We heard the sound of the bolts being drawn from inside. The door opened to reveal Margarita, who must have seen our approach. She pulled the door open further to reveal another figure – tall, blond-haired and pale.
'Good evening, Aleksei Ivanovich,' he said.
It was Iuda.
CHAPTER IX
IN MY SHOCK I SQUEEZED DOMNIKIIA'S HANDS SO TIGHTLY THAT I made her flinch. The surprise at seeing Iuda there was quickly followed by questions. Why was he there? How had he known where to find me? The answer to the latter came to me easily – Dmitry. I felt more than ever that Dmitry's feet were both far too firmly planted in the Oprichnik camp.
'Aren't you going to introduce me to this delightful young lady?' Iuda continued with a smile. It had taken me a moment to realize that he was speaking Russian, and extremely fluent Russian at that. Previously, we had communicated with the Oprichniki in nothing but French. I scoured my memory for any conversations that we – Vadim, Dmitry, Maks and I – might have had in their presence under the assumption that we would not be understood.

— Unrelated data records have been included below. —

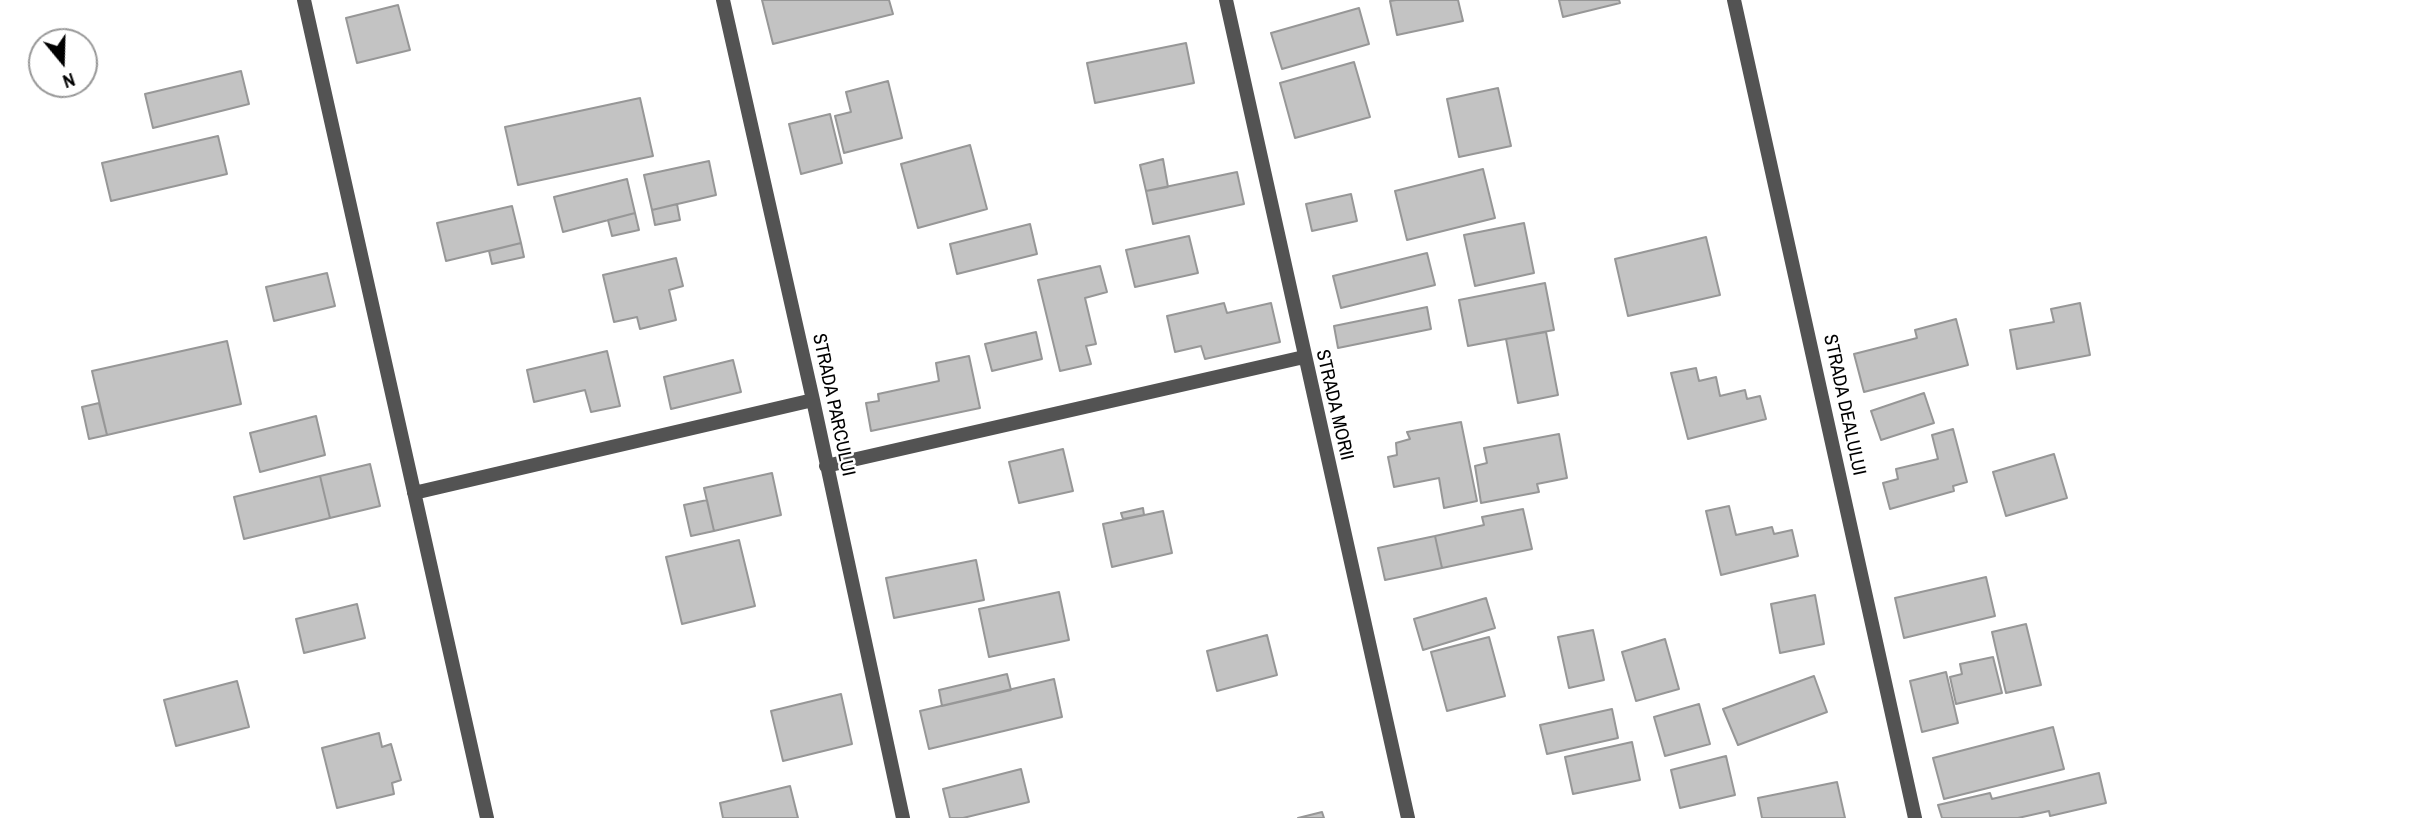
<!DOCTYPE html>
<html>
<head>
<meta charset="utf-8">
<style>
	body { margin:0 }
	#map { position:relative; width:2415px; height:818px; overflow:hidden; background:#fff; font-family:"Archivo Narrow",sans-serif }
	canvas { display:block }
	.north { position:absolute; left:28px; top:28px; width:70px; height:70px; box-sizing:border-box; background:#fff; border:2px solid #999; border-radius:50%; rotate:161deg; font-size:19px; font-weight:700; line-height:28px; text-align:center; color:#000 }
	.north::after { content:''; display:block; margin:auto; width:24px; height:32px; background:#000; clip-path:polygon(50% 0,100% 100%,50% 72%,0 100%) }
</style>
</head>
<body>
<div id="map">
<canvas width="2415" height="818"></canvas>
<div class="north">N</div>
</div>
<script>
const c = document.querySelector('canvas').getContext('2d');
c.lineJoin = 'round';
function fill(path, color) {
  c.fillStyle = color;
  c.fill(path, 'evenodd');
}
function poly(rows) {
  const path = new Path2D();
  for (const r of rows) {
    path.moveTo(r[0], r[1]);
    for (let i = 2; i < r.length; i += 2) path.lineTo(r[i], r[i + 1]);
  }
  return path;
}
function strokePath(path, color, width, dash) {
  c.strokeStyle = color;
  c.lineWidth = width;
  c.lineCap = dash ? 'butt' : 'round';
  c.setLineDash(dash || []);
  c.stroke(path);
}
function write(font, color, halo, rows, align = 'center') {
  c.font = font + ' "Archivo Narrow",sans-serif';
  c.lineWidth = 5;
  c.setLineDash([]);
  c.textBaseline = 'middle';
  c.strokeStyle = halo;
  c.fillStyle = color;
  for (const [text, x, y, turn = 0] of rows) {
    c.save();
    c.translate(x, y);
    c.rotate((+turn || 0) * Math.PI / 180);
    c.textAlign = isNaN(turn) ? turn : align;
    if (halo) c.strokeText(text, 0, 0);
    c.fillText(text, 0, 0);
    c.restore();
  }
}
const building = poly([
	[762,0,889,0,893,14,773,44,762,0],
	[1396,0,1458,0,1463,21,1397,35,1390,1,1396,0],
	[1559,0,1619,0,1620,3,1563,17,1559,0],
	[398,5,410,50,357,63,346,18,398,5],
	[1359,8,1369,44,1282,69,1271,33,1359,8],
	[1186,43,1194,83,1095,103,1087,63,1186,43],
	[1354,62,1370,117,1295,138,1280,83,1354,62],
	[241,71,249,104,153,128,145,94,241,71],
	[888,81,902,138,844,153,835,116,851,112,846,92,888,81],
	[1498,88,1511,146,1459,157,1447,99,1498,88],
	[640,98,653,156,518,185,505,127,640,98],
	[830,114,842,163,801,174,789,124,830,114],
	[218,136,227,174,111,201,102,163,218,136],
	[970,145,987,209,918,228,901,164,970,145],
	[1163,159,1168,187,1146,191,1140,165,1163,159],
	[709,161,716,195,652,210,644,175,709,161],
	[1483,169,1495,218,1407,240,1395,191,1483,169],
	[1237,172,1244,204,1153,224,1146,191,1237,172],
	[627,179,635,213,563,232,554,197,627,179],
	[1351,194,1357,221,1312,231,1306,204,1351,194],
	[677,204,680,220,655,225,652,210,677,204],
	[512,206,521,243,446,261,437,223,512,206],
	[635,213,639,230,612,236,608,220,635,213],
	[1524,223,1534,273,1475,286,1464,235,1524,223],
	[1030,224,1037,254,957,274,950,244,1030,224],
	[1189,236,1198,273,1135,287,1126,250,1189,236],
	[1706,237,1720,295,1628,316,1615,259,1706,237],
	[521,243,524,257,492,264,489,251,521,243],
	[1427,253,1435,285,1341,308,1333,276,1427,253],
	[676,258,683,286,669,290,676,320,640,329,637,317,614,322,603,275,676,258],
	[1100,266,1107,292,1085,298,1096,344,1086,346,1091,364,1060,371,1038,280,1100,266],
	[327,273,335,306,274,321,266,287,327,273],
	[1545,283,1554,330,1468,346,1459,300,1545,283],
	[1224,303,1227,313,1271,303,1280,342,1205,359,1201,346,1175,352,1167,316,1224,303],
	[2080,303,2090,355,2017,369,2010,330,2054,322,2051,309,2080,303],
	[1427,307,1431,329,1338,348,1334,326,1427,307],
	[1956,319,1968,365,1864,392,1854,354,1917,338,1915,330,1956,319],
	[1036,332,1042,359,992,371,985,344,1036,332],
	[1546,332,1558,395,1518,403,1506,339,1546,332],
	[227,341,241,404,107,435,92,371,227,341],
	[607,351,620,406,591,412,585,390,534,402,527,370,607,351],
	[969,356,980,408,871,431,866,403,879,401,878,394,939,381,936,363,969,356],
	[733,360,741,392,671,409,664,377,733,360],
	[1696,368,1699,381,1716,377,1720,396,1745,390,1747,399,1760,396,1766,419,1688,439,1671,373,1696,368],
	[1924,393,1934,423,1881,440,1871,411,1924,393],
	[99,403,107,435,89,439,82,407,99,403],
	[316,416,325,455,260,472,250,433,316,416],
	[1461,422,1477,501,1444,508,1439,478,1394,487,1388,457,1397,455,1396,443,1410,439,1407,432,1461,422],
	[1953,429,1967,482,1953,486,1954,491,1890,509,1883,483,1898,479,1896,469,1938,459,1932,435,1953,429],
	[1559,434,1567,478,1537,484,1539,492,1481,503,1475,466,1487,463,1484,448,1559,434],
	[1063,449,1073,491,1019,503,1009,462,1063,449],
	[2054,454,2067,498,2006,516,1993,472,2054,454],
	[370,464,380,506,330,518,320,476,370,464],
	[772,473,781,515,714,531,704,488,772,473],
	[320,476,330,518,244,539,234,497,320,476],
	[707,500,714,531,691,536,684,505,707,500],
	[1729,506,1736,535,1772,527,1774,534,1792,530,1798,556,1721,575,1706,511,1729,506],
	[1143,508,1144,515,1123,519,1121,513,1143,508],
	[1523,509,1532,549,1442,568,1435,536,1484,525,1482,517,1523,509],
	[1163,511,1172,553,1112,567,1103,524,1163,511],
	[1435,536,1442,568,1385,580,1378,548,1435,536],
	[739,540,755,606,682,624,666,557,739,540],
	[976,560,984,600,894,618,886,578,976,560],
	[1986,577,1995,616,1904,638,1895,598,1986,577],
	[1059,592,1069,640,989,657,979,609,1059,592],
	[1815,595,1824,644,1780,653,1771,604,1815,595],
	[1486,598,1495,628,1423,650,1414,619,1486,598],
	[357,604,365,638,304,653,296,619,357,604],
	[2026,624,2041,685,2006,693,1992,632,2026,624],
	[1593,630,1604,680,1569,688,1558,637,1593,630],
	[1267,635,1277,675,1217,691,1207,651,1267,635],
	[1489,637,1505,696,1447,711,1431,652,1489,637],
	[1665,639,1679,689,1636,701,1622,652,1665,639],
	[1993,657,2002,693,1956,704,1950,677,1962,674,1960,664,1993,657],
	[1946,672,1958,723,1922,732,1910,681,1946,672],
	[1007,674,1011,690,942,706,939,690,1007,674],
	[1814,676,1827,712,1738,745,1723,709,1814,676],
	[1054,679,1062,717,929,749,920,711,1054,679],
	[237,681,249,727,176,746,164,700,237,681],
	[841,694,852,744,783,761,771,711,841,694],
	[1699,704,1710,744,1665,756,1654,717,1699,704],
	[1612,709,1618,738,1547,754,1540,725,1612,709],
	[2053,727,2064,769,1944,799,1933,758,2053,727],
	[379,733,382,747,391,744,401,780,392,783,394,794,337,808,322,748,379,733],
	[1632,742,1640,780,1573,794,1565,757,1632,742],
	[1726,756,1735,795,1680,808,1671,770,1726,756],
	[1021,769,1029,802,963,818,950,818,943,789,1021,769],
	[2099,773,2106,803,2050,816,2049,811,2018,818,1942,818,1938,805,1990,793,1992,799,2099,773],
	[1837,782,1845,818,1762,818,1758,798,1837,782],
	[790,786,798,818,723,818,720,803,790,786],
	[1322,812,1324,818,1298,818,1322,812]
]);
fill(building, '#c3c3c3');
strokePath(building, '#979797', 2);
strokePath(poly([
	[304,0,487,818],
	[723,0,813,400,903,818],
	[1226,0,1408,818],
	[1734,0,1915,818],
	[826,466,1304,357],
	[414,493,813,400]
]), '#535353', 14);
write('19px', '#000', '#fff', [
	["STRADA PARCULUI",833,405,78],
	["STRADA MORII",1334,405,77],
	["STRADA DEALULUI",1844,405,78]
]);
</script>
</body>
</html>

'I'm Dominique,' Domnikiia told him, holding out her hand. As he kissed it, gazing throughout upward into her eyes, I once again felt a certain secret pride that to others she was still Dominique. I was one of the few who knew her by her Russian name.
'People call me Iuda,' he replied. 'I was just saying to my old friend, Margarita Kirillovna' – Margarita giggled as he spoke – 'how much I've come to admire Aleksei since we've been working together.'
'Old friend?' I asked with a raised eyebrow.
'Of all of five minutes,' said Margarita. 'He said he'd come here to find you. It didn't seem right to let him wait outside. He says he's going to save us from the French.'
'Not by myself,' protested Iuda, falsely it seemed to me, but others might have been convinced. 'I am merely a tool to do as Aleksei Ivanovich wishes.'
'Did you know Maksim as well?' asked Domnikiia. She wanted to talk about him, but knew that it was difficult for me.
'Not well,' replied Iuda, 'but what I knew I liked. I can't agree with his reasons for turning to France, but I'm sure he did what he did with an honest heart and for what he thought was the good of humanity.'
I was astonished at his duplicity. It was he who had forced me to hand over Maks to him and the others, and here he was quoting Maks' own words back at me. What was more, he had completely boxed me in. If I were to take a contrary position now, then I would be attacking Maks. I realized how much wiser it would have been to tell Domnikiia every detail in the first place.